Top of Data records
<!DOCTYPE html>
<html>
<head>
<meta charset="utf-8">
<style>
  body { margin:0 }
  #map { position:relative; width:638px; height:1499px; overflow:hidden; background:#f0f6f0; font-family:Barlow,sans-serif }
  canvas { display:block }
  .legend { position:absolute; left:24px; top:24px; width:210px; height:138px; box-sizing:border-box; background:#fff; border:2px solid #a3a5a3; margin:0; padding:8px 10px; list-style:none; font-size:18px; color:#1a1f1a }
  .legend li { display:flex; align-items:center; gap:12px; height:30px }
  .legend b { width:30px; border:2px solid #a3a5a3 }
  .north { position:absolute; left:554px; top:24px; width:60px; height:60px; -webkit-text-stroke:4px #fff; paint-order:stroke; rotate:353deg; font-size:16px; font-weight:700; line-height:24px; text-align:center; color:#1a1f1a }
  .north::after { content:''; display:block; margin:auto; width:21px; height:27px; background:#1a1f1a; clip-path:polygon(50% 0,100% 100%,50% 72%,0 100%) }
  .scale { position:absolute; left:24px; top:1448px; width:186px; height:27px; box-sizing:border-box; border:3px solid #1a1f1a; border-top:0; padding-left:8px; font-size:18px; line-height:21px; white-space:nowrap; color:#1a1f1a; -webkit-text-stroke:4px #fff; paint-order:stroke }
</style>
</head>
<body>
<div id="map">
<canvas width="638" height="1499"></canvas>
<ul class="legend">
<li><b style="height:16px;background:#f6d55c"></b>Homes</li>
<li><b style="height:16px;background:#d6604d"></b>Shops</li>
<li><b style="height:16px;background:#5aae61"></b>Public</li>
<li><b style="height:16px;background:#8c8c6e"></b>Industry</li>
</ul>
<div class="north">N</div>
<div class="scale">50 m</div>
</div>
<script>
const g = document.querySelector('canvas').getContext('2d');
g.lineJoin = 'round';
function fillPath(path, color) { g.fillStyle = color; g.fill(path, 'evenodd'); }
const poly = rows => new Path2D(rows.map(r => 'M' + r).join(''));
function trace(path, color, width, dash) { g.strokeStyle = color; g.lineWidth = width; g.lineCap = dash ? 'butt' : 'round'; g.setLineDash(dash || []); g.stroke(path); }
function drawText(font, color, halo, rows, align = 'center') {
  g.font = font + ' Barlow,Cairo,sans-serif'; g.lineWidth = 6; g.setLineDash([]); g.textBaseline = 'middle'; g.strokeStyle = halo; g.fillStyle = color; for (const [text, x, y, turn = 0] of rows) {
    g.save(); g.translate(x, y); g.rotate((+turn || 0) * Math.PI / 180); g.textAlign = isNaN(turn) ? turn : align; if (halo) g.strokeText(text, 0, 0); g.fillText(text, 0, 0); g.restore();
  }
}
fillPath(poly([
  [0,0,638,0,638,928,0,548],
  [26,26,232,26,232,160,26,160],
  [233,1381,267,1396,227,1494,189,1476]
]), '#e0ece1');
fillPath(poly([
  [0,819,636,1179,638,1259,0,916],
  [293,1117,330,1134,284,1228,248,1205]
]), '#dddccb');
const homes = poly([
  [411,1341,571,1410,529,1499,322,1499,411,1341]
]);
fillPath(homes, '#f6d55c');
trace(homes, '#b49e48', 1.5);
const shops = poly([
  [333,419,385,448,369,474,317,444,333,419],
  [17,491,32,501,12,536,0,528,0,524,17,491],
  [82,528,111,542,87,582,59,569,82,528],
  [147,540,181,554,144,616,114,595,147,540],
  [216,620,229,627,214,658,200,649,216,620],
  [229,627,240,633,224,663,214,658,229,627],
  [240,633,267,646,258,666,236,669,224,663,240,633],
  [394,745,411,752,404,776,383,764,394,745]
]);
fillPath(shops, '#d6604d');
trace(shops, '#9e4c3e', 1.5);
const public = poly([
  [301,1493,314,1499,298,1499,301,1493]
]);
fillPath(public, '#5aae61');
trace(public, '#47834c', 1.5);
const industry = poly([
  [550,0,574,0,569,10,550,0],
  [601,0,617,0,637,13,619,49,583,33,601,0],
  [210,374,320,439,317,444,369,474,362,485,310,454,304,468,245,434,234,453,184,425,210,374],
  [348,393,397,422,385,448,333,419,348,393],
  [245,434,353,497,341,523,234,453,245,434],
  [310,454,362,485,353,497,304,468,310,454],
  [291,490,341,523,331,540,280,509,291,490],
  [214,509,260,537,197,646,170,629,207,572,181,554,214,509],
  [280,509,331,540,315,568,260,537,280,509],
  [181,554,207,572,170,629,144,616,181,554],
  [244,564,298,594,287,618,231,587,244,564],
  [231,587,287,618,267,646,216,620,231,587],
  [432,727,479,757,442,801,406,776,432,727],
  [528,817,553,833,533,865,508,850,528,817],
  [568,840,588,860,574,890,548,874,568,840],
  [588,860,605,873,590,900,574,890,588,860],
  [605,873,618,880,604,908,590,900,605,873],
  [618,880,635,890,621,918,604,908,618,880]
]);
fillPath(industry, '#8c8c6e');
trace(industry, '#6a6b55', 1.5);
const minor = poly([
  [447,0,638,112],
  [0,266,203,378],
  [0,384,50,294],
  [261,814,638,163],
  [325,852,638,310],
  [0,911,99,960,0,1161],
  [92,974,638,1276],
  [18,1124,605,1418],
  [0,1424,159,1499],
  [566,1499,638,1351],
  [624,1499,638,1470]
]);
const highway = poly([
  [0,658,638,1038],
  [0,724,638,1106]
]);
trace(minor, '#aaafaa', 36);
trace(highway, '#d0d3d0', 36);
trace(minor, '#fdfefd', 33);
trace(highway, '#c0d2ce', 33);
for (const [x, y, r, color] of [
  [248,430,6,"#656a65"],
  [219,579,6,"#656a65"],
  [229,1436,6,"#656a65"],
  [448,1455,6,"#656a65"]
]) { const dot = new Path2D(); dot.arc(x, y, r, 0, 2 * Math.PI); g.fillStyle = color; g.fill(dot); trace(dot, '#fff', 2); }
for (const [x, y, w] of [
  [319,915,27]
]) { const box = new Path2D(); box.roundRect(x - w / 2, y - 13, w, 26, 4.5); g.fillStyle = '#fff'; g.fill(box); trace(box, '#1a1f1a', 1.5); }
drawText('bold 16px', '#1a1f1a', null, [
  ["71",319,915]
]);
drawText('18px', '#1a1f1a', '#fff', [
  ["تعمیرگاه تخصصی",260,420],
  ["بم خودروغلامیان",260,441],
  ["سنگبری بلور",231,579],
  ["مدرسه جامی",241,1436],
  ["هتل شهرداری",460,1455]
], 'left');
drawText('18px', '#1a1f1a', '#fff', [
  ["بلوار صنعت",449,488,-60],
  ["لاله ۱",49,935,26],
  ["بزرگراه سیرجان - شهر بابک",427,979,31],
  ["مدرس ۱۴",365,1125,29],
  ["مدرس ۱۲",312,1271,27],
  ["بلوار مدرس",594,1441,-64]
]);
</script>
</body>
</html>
Bottom of Data records
(Task goal):
Show each line of the material above where "canvas" occurs.

(The completed task):
  canvas { display:block }
<canvas width="638" height="1499"></canvas>
const g = document.querySelector('canvas').getContext('2d');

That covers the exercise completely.